So for 010101, 3 voltage gates are closed (The 0's), 3 are open (The 1's)
I know I'm close to the right answer here, but I also know it's much more sophisticated - because I can imagine that which I don't know.
010101 would be easy instructions for a simple circuit, but what I can't begin to fathom is how a complex computer processes all of the information.
So I guess let's break it down?
x-Bit-processors tell how many bits the processor can process at once.
A bit is either 1 or 0, "On" or "Off", "Open" or "Closed"
so 32-bit processors process "10101010 10101010 10101010 10101010" - this many bits at once.
A processor is an "integrated circuit", which is like a compact circuit board, containing resistors/capacitors/transistors and some memory. I'm not sure if processors have resistors but I know you'll usually find a ton of them located around the actual processor on the circuit board
Anyways, a transistor is a switch so if it receives a 1, it sends current in one direction, or if it receives a 0, it'll send current in a different direction... (or something like that)
So I imagine that as machine code goes... the segment of code the processor receives changes the voltage channels in such a way that it sends a signal to another part of the computer (why do you think processors have so many pins?), probably another integrated circuit more specialized to a specific task.
That integrated circuit then receives a chunk of code, let's say 2 to 4 bits 01 or 1100 or something, which further defines where the final destination of the signal will end up, which might be straight back to the processor, or possibly to some output device.

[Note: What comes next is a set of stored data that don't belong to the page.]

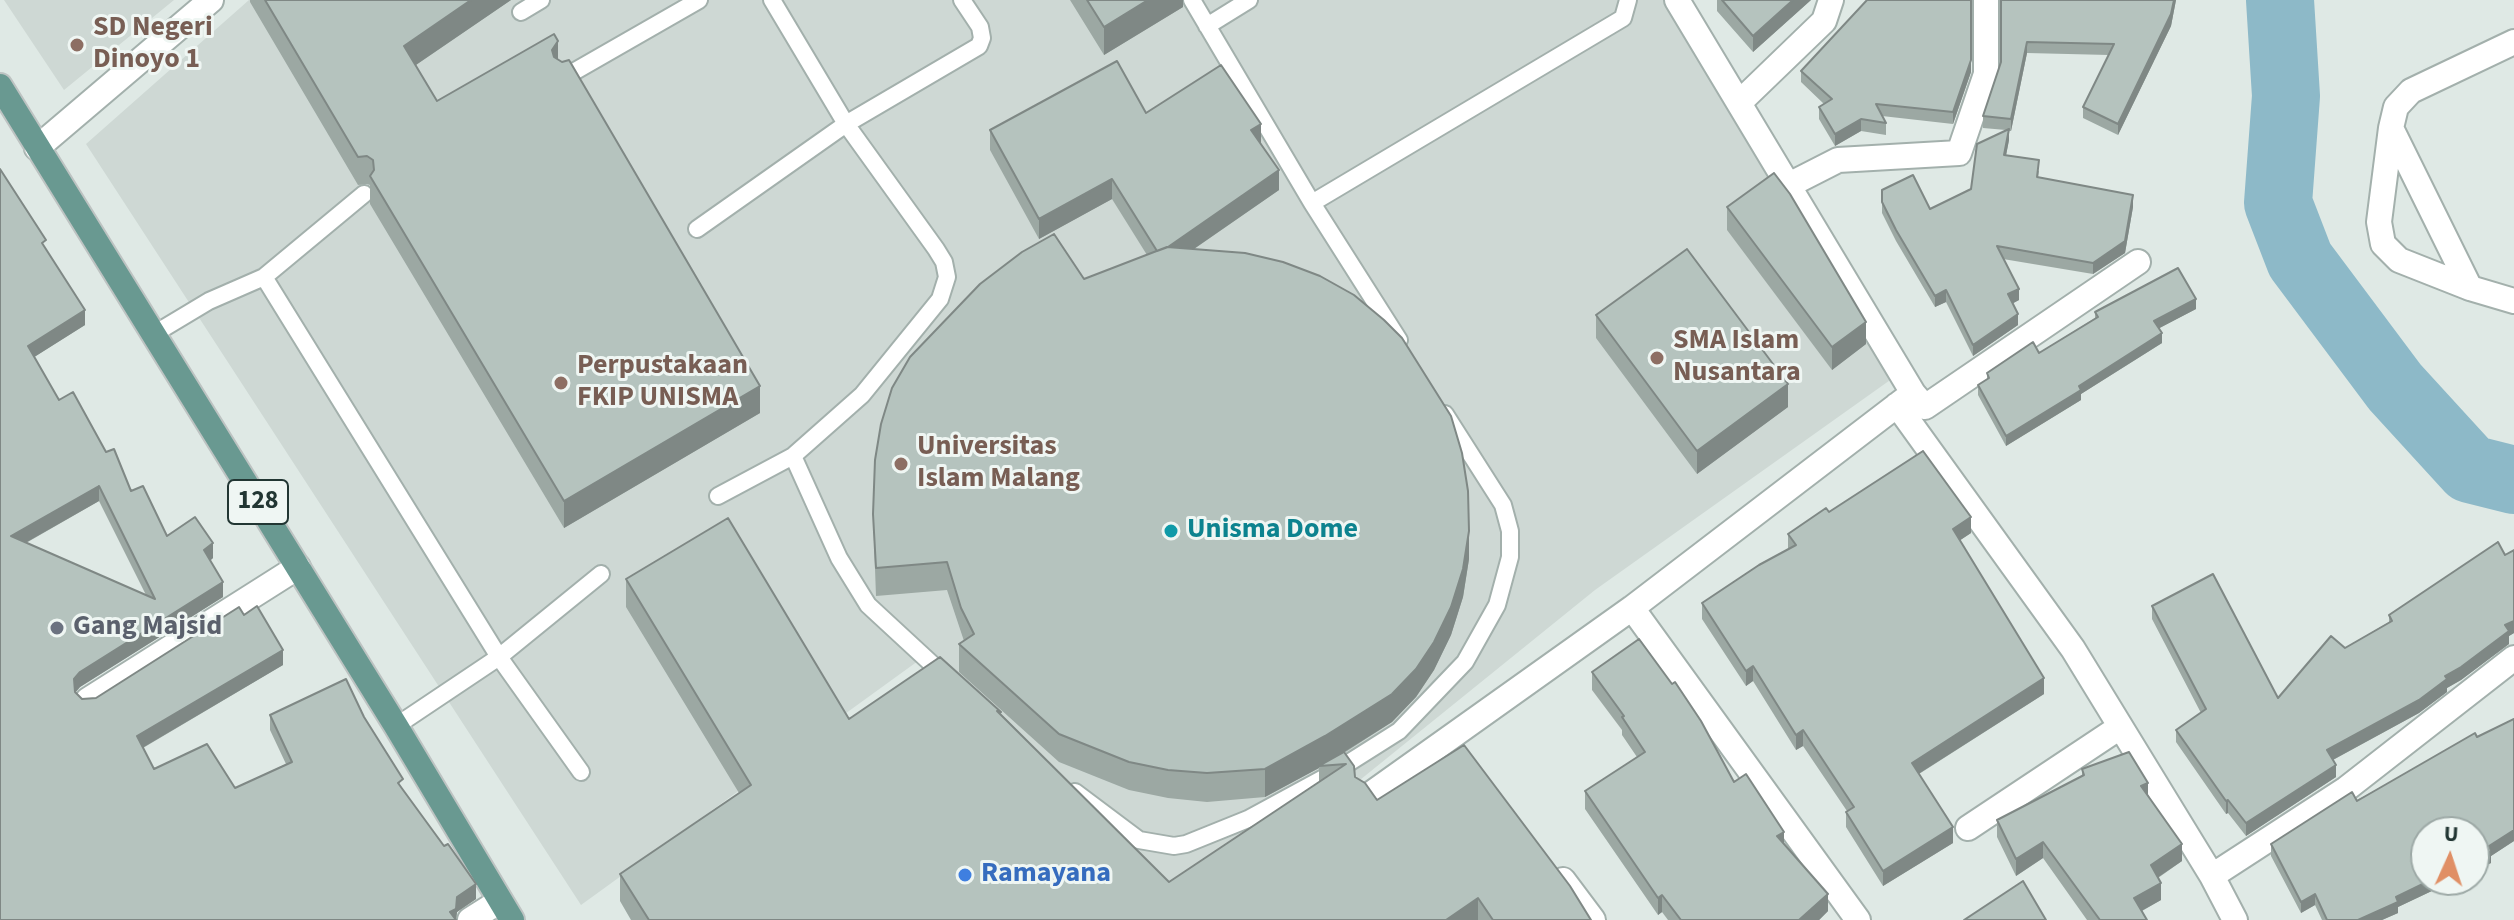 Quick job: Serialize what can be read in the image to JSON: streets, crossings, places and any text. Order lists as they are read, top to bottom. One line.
{"streets":{"main road":["128"]},"places":["SD Negeri Dinoyo 1","SMA Islam Nusantara","Perpustakaan FKIP UNISMA","Universitas Islam Malang","Unisma Dome","Gang Majsid","Ramayana"],"north":"top"} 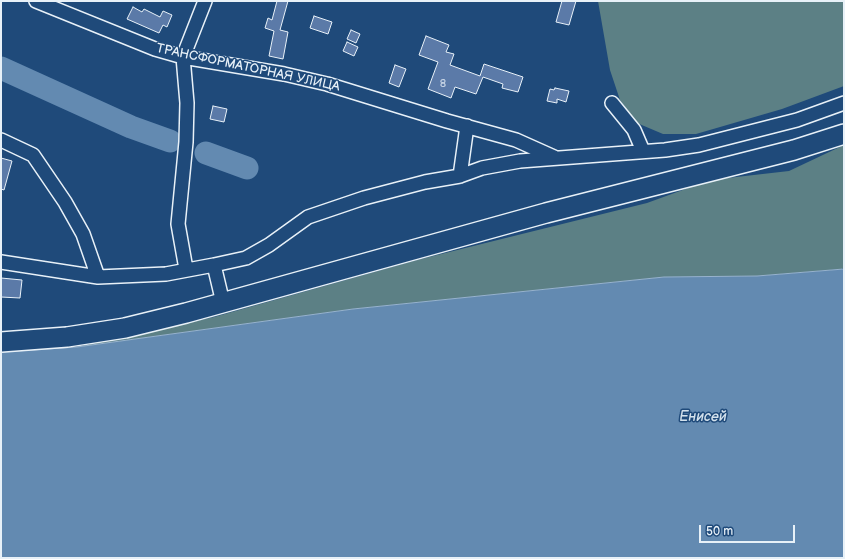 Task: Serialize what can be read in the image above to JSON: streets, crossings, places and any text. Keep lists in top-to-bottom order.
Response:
{
  "streets": {
    "street": ["ТРАНСФОРМАТОРНАЯ УЛИЦА"]
  },
  "water": ["Енисей"],
  "house_numbers": ["8"],
  "scale_bar": "50 m"
} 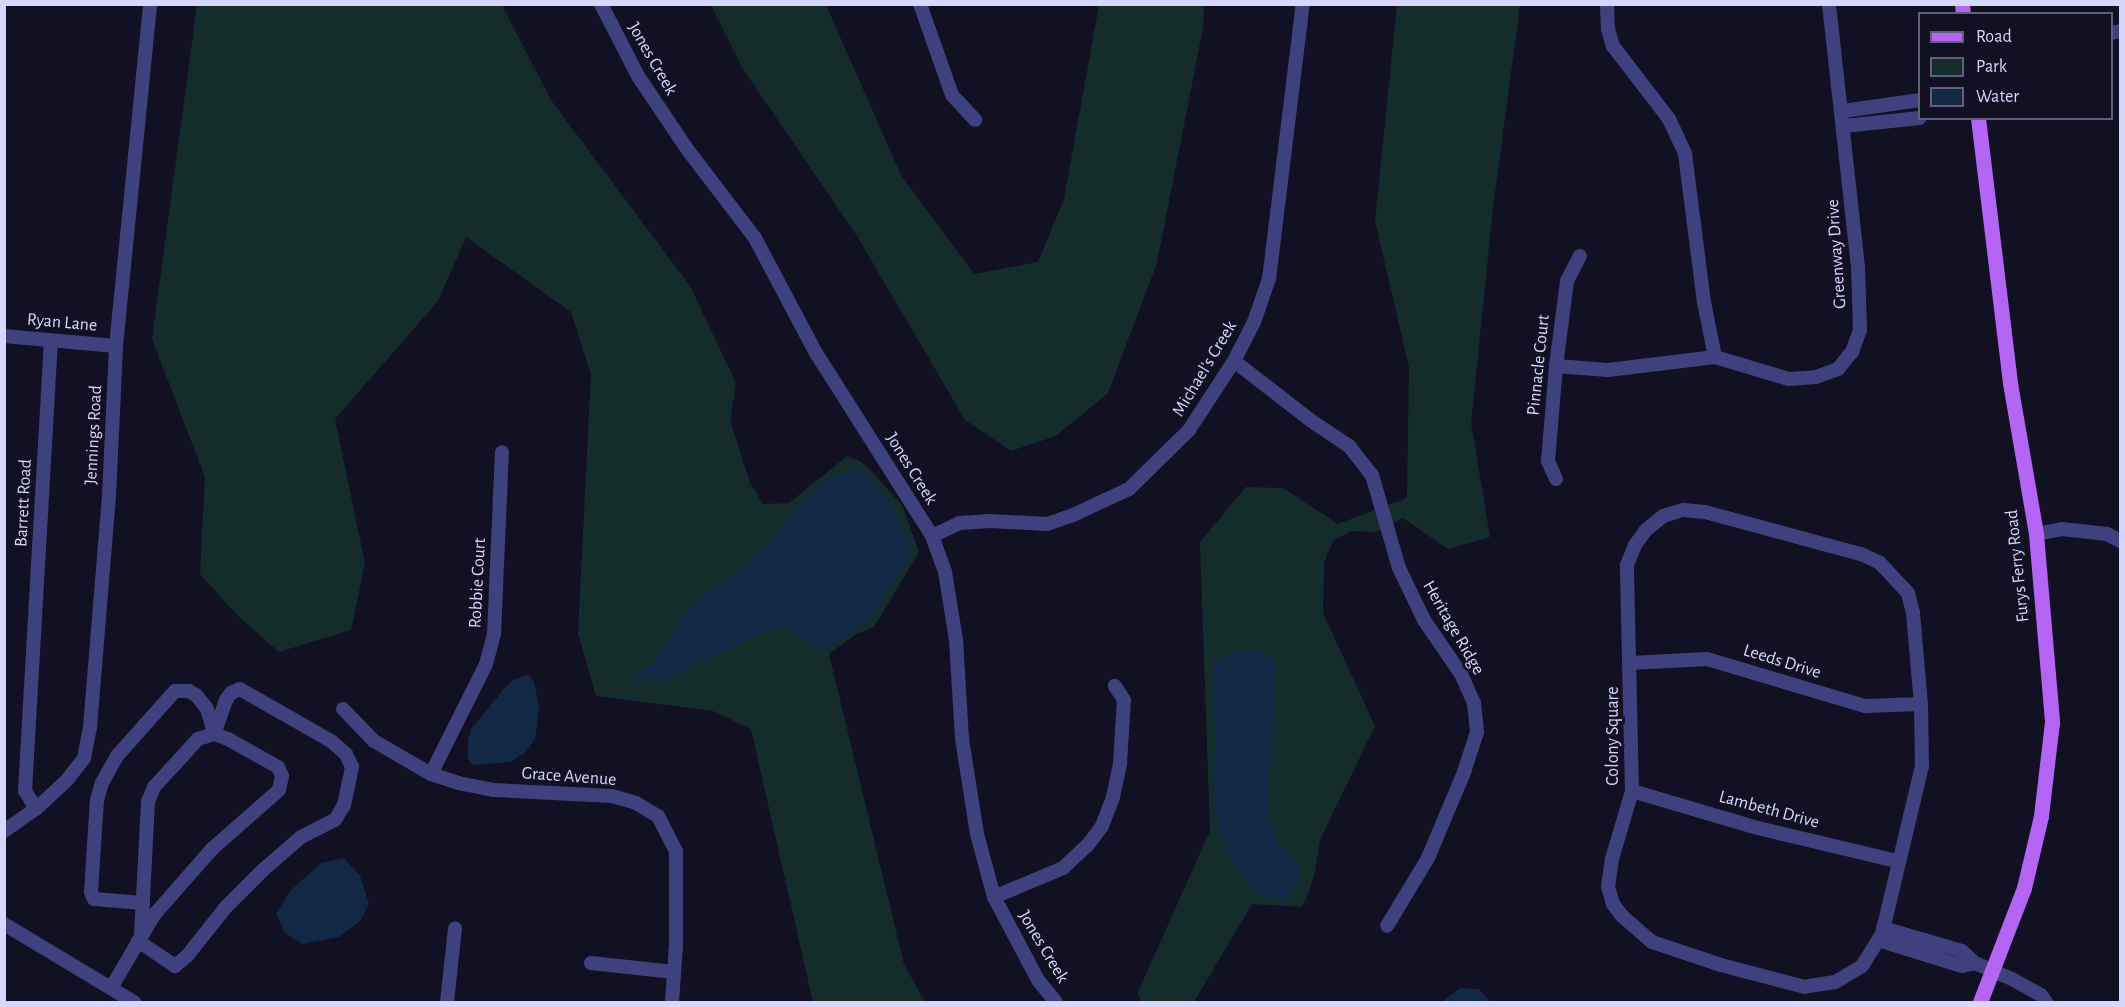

Machine code is a very efficient way of taking a circuit and connecting it to a lightbulb, and then taking that lightbulb out of the circuit and switching the circuit over to a different lightbulb
Memory in a computer is highly necessary because otherwise to get your computer to do anything, you would need to type out everything (in machine code). Instead, all of the 1's and 0's are stored inside some storage device, either a spinning hard disk with a magnetic head pin that 'reads' 1's or 0's based on the charge of the disk, or a flash memory device that uses a series of transistors, where sending a voltage through elicits 1's and 0's (I'm not fully aware how flash memory works)
Fortunately, someone took the time to think up a different base number system for programming (hex), and a way to compile those numbers (translate them) back into binary. And then all software programs have branched out from there.
Each key on the keyboard creates a specific signal in binary that translates to
a bunch of switches being turned on or off using certain voltages, so that a current could be run through the specific individual pixels on your screen that create "1" or "0" or "F", or all the characters of this post.
So I wonder, how does a program 'program', or 'make' the computer 'do' something... Rather, how does a compiler compile a program of a code different from binary?
It's hard to think about now because I'm extremely tired (so I won't try) but also because EVERYTHING you do on a computer is because of some program.
There are actively running programs (processes) in task manager. These keep your computer screen looking the way you've become accustomed, and also allow for the screen to be manipulated as if to say the pictures on the screen were real-life objects. (They aren't, they're just pictures, even your mouse cursor)
(Ok I'm done. enough editing and elongating my thoughts, it's time for bed)
Also, what I don't really get is how 0's are 'read' by the computer.
It seems that a '0' must not be a 'lack of voltage', rather, it must be some other type of signal
Where perhaps something like 1 volt = 1, and 0.5 volts = 0. Some distinguishable difference between currents in a circuit that would still send a signal, but could be the difference between opening and closing a specific circuit.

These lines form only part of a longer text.